▶ **Action item**
The required answer is each line in the entries below where "filter" occurs.

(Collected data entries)
▼
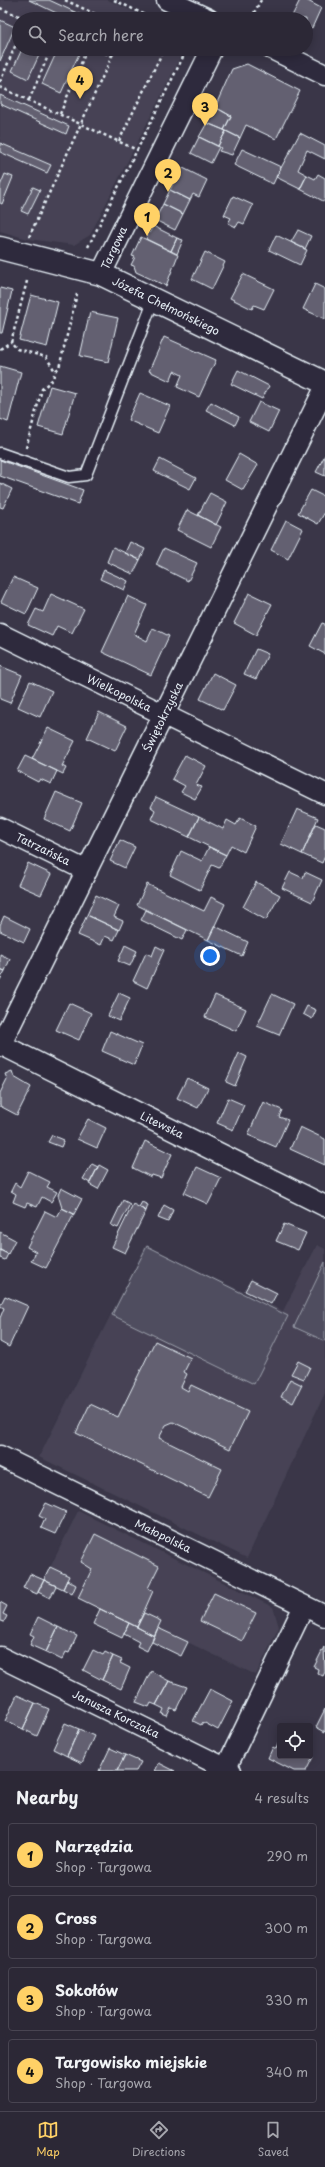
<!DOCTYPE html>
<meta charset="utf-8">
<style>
body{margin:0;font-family:"Playpen Sans",sans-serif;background:#383442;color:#f1f3f6}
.controls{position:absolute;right:12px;bottom:12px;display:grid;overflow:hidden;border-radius:4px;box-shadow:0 2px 10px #0003}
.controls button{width:36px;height:36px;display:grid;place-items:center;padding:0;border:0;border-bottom:1px solid #484451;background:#2c2836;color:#f1f3f6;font:20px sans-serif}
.you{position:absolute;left:210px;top:956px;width:14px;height:14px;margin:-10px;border:3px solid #fff;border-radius:50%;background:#1a73e8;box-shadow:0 0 0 6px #1a73e833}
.badge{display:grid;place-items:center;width:26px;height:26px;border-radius:50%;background:#ffd166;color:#111;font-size:13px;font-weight:700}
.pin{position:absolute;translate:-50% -33px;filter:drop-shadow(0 1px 2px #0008)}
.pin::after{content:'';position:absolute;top:21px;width:14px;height:12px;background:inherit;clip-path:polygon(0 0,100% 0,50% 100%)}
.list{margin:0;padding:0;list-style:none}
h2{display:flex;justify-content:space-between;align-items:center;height:52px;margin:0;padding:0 16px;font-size:17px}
h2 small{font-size:13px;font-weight:400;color:#a6a6ad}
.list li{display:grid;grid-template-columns:26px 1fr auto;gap:12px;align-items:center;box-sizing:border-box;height:64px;margin:0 8px 8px;padding:0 8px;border:1px solid #484451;border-radius:4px}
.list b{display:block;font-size:15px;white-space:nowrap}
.list p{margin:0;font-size:13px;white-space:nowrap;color:#a6a6ad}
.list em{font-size:13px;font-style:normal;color:#a6a6ad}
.icon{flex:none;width:22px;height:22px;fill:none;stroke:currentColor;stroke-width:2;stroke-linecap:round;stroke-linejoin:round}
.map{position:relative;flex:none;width:325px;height:1771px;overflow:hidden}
.search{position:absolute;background:#2c2836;box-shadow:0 2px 10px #0003;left:12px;right:12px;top:12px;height:44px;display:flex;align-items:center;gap:10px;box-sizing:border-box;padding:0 14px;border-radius:22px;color:#a6a6ad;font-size:15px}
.sheet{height:340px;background:#2c2836}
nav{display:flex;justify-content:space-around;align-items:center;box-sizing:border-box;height:56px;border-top:1px solid #484451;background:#2c2836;font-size:11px;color:#a6a6ad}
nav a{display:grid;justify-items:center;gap:2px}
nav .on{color:#ffd166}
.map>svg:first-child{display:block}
.built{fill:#464354}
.green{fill:#504e5f;stroke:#9ca0ac}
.building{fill:#636171;stroke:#e8f1f8}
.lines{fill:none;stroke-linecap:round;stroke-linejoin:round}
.service-casing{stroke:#e8f1f8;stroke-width:13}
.minor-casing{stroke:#e8f1f8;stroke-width:23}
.tertiary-casing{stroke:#e8f1f8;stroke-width:25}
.path{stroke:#e8f1f8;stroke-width:2.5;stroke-dasharray:3 3;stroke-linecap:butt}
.service{stroke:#2f2a3d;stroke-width:10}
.minor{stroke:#2f2a3d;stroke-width:20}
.tertiary{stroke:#2f2a3d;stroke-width:22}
.labels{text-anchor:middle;stroke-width:3.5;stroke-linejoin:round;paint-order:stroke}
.street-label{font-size:11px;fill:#e8f1f8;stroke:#2f2a3d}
</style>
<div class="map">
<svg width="325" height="1771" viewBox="0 0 325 1771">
<rect width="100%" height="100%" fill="#3a3648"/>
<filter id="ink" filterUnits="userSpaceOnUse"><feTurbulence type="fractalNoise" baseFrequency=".025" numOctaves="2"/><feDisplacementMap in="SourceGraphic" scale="8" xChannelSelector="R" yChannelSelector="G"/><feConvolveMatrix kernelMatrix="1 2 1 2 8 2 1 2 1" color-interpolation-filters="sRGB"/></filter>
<g filter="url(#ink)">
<path class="built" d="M0,0H108L149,19H19V49H185L90,235L74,245L28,239L0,231Z
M146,1245L283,1311L317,1245L325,1249V1393L247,1558L39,1457Z
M78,1511L273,1607L279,1627L256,1675L158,1628L154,1636L44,1580Z"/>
<path class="green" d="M147,1246L288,1316L254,1384L112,1315Z
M325,1262V1341L294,1327Z"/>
<path class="building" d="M29,0H49L90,19H69Z
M300,0H306L321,8L312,28L306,25V19L291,18Z
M0,20L15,27L0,61Z
M22,49H42L28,79L12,71Z
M58,49H68L79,54L61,93L42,84Z
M247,64L300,91L276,139L246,125L240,138L224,130L231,116L215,107L232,69Z
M0,95L69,126L66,134L0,104Z
M215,107L231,116L224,130L207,123Z
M207,123L226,131L218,146L199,137Z
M226,131L240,138L232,155L219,151L221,148L218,146Z
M300,133L325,146V159L307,150L298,170L307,175L300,189L276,177Z
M199,137L219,147L211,163L191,153Z
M0,143L51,165L47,173L0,152Z
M242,149L281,167L273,184L234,165Z
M181,167L207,180L199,197L193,194L190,200L170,190Z
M5,174L13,177L2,204L0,203V186Z
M318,174L325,178V202L300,189L307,175L315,179Z
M33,187L40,190L28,214L21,211Z
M170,190L190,200L183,214L163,204Z
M233,196L253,205L244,224L239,222L236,227L228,223L231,218L224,215Z
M163,204L183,214L175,230L155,220Z
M153,226L177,238L171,251L146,239Z
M298,230L311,236L305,249L291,242Z
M276,235L307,250L300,265L269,250Z
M141,237L178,255L166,286L136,272L134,266L131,265L135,257L132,256Z
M177,238L183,240L177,254L171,251Z
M205,252L225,262L212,289L192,279Z
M243,274L274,289L264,309L254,305L252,309L230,298Z
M315,284L325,289V319L303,309Z
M0,288L12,291L2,333H0Z
M31,295L58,302L47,347L19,340Z
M90,312L118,318L108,362L80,356Z
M164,337L216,360L199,397L177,387L182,375L174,371L170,381L149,371Z
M0,366L21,372L8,422L0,419Z
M238,370L269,386L262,399L231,384Z
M50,386L75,393L63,434L38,427Z
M140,393L170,406L158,433L128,420Z
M211,402L239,417L235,425L206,410Z
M259,402L279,411L269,432L249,422Z
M239,454L258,465L243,490L225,480Z
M325,455V476L316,472Z
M160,459L196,478L190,489L154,471Z
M0,460L83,490L78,504L0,476Z
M0,483L12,489L3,508L0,507Z
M311,490L325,497V512L318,524L298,513Z
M210,493L227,502L216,525L198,515Z
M187,510L221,527L211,547L177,530Z
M286,520L303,529L288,559L271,550Z
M130,542L145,549L140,560L125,553Z
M113,547L140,560L133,574L107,562Z
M164,548L197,563L188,581L156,565Z
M104,570L128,581L124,590L100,579Z
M13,577L38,588L26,614L1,602Z
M249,593L272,604L256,635L234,623Z
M51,594L84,609L72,633L57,626L52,636L28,625L36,609L43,612Z
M128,596L147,605L134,634L147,641L153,628L169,636L151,675L102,652Z
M322,623L325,624V654L310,646Z
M256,649L268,654L256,679L244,674Z
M0,666L22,675L10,703L0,699Z
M213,673L236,685L223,710L200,699Z
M30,681L52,691L40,717L18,707Z
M99,712L127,726L115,751L87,738Z
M48,728L75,741L62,766L66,768L63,774L32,759Z
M185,755L206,766L196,785L202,787L195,799L181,792L185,786L172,779Z
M25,756L57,771L51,784L40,779L38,782L17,771Z
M56,792L82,803L70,831L44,819Z
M156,797L199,817L189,837L151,819L155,810L151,807Z
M297,809L318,818L302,854L281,844Z
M199,817L223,829L227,820L236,825L240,818L256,826L244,852L231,845L226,855L189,837Z
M316,824L325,828V856L322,863L302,854Z
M120,840L135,847L125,868L110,861Z
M209,847L226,855L219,868L212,865L200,890L170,875L181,851L202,861Z
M28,863L51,874L41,895L18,885Z
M290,872L303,878L305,872L322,880L312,902L282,888Z
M256,882L280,895L266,920L243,907Z
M147,884L204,911L211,897L225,904L208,940L137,905Z
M96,895L119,906L114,917L123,921L119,930L87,915Z
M146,910L187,930L182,940L141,920Z
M87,915L119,930L114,940L105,936L101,945L78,935Z
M4,916L30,929L24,942L0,931V925Z
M215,926L248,942L242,956L208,940Z
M125,945L137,951L130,966L118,961Z
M156,946L164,950L147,988L133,981L146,953L152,956Z
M0,954L10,959L5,971L0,969Z
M0,969L5,971L0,980Z
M119,993L130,998L119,1021L108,1016Z
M272,994L293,1004L279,1035L257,1026Z
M215,995L246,1009L236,1031L205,1017Z
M69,1003L91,1013L79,1040L56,1030Z
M307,1006L316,1010L312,1019L303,1014Z
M110,1031L142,1045L134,1065L102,1051Z
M239,1053L247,1057L235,1086L226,1082Z
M12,1071L14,1077L31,1087L17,1115L0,1106V1093L7,1079L5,1074Z
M187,1078L208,1088L198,1108L177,1098Z
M228,1098L244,1105L233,1130L217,1123Z
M263,1102L282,1110L279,1117L288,1120L276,1147L248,1135Z
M88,1119L106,1128L97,1148L77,1139Z
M300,1127L325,1139V1165L290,1149Z
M52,1135L64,1140L61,1147L48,1142Z
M145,1141L172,1154L161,1178L152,1175L151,1177L133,1168Z
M92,1164L98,1167L90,1183L83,1179Z
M99,1165L108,1170L98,1189L89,1184Z
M197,1167L221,1178L208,1204L184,1193Z
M28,1171L50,1182L47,1187L57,1192L51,1202L42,1197L37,1207L27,1203L25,1207L13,1202L16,1194L11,1191L15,1183L20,1187Z
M61,1188L82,1199L74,1214L62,1208L58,1195Z
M123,1200L130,1204L118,1228L111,1225Z
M142,1202L148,1205L146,1211L139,1207Z
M133,1204L146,1211L125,1253L112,1247Z
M164,1205L173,1210L168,1222L158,1218Z
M62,1208L74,1214L46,1268L31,1261L36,1252L27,1247L45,1211L57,1217Z
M284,1224L306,1233L298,1250L276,1241Z
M0,1232L15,1240L8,1254L0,1250Z
M0,1250L8,1254L5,1260L0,1258Z
M251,1280L277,1293L271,1304L245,1291Z
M5,1296L28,1306L9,1347L0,1342V1318L4,1308L0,1306Z
M155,1341L191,1358L184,1372L187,1374L181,1387L188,1391L191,1385L248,1412L230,1449L173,1422L166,1425L159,1438L222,1469L208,1497L76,1433L90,1404L118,1417Z
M298,1361L310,1367L304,1379L291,1374Z
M290,1379L302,1385L293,1403L281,1397Z
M46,1503L66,1512L55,1534L41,1528L45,1519L39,1516Z
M95,1534L159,1566L148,1588L153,1591L137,1627L78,1598L92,1569L81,1562Z
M50,1567L69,1576L63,1589L44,1580Z
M30,1574L44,1580L37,1594L23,1588Z
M44,1580L56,1586L50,1598L38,1592Z
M67,1580L76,1585L72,1594L63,1589Z
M214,1593L256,1613L242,1641L200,1621Z
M0,1602L7,1606L3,1614L7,1616L4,1622L0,1621Z
M100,1609L129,1623L122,1638L93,1624Z
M144,1613L161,1621L154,1636L137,1627Z
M38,1617L58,1627L46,1652L30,1645L34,1636L30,1634Z
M129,1623L154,1636L147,1651L137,1646L139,1642L124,1634Z
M58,1627L77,1636L69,1653L66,1652L62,1660L46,1652Z
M158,1628L188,1642L181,1656L152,1642Z
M324,1647L325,1672L323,1676L317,1673L318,1669L314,1667Z
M93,1650L103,1655L105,1652L113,1656L102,1680L83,1670Z
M113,1656L122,1660L120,1663L130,1668L121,1689L102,1680Z
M151,1671L169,1681L156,1705L151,1703L149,1707L136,1702Z
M169,1681L187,1687L176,1710L171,1708L167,1716L162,1714L164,1709L156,1705Z
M210,1689L233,1701L218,1730L203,1722L201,1725L193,1721Z
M17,1695L35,1703L23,1729L5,1721Z
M35,1703L49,1709L37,1736L23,1729Z
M325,1709V1732L316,1727Z
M65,1723L79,1729L67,1756L53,1749Z
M79,1729L94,1736L82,1763L67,1756Z
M280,1739V1756L313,1757L306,1771H294L268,1758L273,1747L276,1749Z
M110,1748L125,1755L117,1771H99Z
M125,1755L141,1762L136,1771H117Z
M159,1763L175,1771H155Z"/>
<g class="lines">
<defs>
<path id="service" d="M0,453L69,477L86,475L154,299"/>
<path id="minor" d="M167,0L208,19
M272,49L325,75
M101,274L212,49
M0,634L325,794
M0,828L87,871
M0,1044L325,1206
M0,1046L325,388
M0,1456L325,1616
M0,1657L231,1771
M226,1768L304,1606"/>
<path id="tertiary" d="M0,248L101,274L325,383"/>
</defs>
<use href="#service" class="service-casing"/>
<use href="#minor" class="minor-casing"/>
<use href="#tertiary" class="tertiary-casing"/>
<path class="path" d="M65,0L106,19
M114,0L154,19
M0,8L26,19
M254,13L261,0
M112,56L115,49
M0,82L19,37
M0,87L137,150L187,49
M29,100L51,49
M60,114L87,49
M119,141L164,49
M29,237L112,56L96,49
M88,247L137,150
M27,281L11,342L17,349L46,357L55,371L59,368L77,294
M0,349L11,342
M26,448L42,389L53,379L55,371"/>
<use href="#service" class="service"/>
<use href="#minor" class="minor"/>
<use href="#tertiary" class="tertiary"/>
</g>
</g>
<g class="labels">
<g class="street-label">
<text transform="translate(114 248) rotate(-65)" y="4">Targowa</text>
<text transform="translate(166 306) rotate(26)" y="4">Józefa Chełmońskiego</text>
<text transform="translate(119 693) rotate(26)" y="4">Wielkopolska</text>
<text transform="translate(163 717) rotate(-64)" y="4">Świętokrzyska</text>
<text transform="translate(43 849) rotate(26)" y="4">Tatrzańska</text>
<text transform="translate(162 1125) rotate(26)" y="4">Litewska</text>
<text transform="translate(163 1536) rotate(26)" y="4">Małopolska</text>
<text transform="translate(116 1714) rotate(26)" y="4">Janusza Korczaka</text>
</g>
</g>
</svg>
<div class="controls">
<button><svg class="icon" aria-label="locate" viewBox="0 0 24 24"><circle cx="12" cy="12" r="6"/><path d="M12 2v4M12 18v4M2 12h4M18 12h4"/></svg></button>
</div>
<div class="you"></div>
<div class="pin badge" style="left:147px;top:236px">1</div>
<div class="pin badge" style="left:168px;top:192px">2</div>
<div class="pin badge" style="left:205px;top:126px">3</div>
<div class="pin badge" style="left:80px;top:99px">4</div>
<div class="search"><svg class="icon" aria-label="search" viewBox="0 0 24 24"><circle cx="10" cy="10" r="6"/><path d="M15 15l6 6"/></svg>Search here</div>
</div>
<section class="sheet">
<h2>Nearby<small>4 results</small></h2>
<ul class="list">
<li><span class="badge">1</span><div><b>Narzędzia</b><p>Shop · Targowa</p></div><em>290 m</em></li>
<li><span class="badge">2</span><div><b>Cross</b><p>Shop · Targowa</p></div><em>300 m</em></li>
<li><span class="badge">3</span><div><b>Sokołów</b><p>Shop · Targowa</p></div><em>330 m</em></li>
<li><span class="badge">4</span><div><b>Targowisko miejskie</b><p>Shop · Targowa</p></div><em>340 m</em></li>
</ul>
</section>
<nav>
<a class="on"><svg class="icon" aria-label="map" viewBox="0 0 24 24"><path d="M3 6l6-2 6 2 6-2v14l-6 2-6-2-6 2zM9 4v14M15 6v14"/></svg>Map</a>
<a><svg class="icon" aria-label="directions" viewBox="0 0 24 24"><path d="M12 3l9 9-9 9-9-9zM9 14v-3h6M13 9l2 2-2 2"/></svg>Directions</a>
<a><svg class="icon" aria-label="saved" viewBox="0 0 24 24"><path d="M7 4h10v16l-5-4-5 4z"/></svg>Saved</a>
</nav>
▲
▶ **Task response**
.pin{position:absolute;translate:-50% -33px;filter:drop-shadow(0 1px 2px #0008)}
<filter id="ink" filterUnits="userSpaceOnUse"><feTurbulence type="fractalNoise" baseFrequency=".025" numOctaves="2"/><feDisplacementMap in="SourceGraphic" scale="8" xChannelSelector="R" yChannelSelector="G"/><feConvolveMatrix kernelMatrix="1 2 1 2 8 2 1 2 1" color-interpolation-filters="sRGB"/></filter>
<g filter="url(#ink)">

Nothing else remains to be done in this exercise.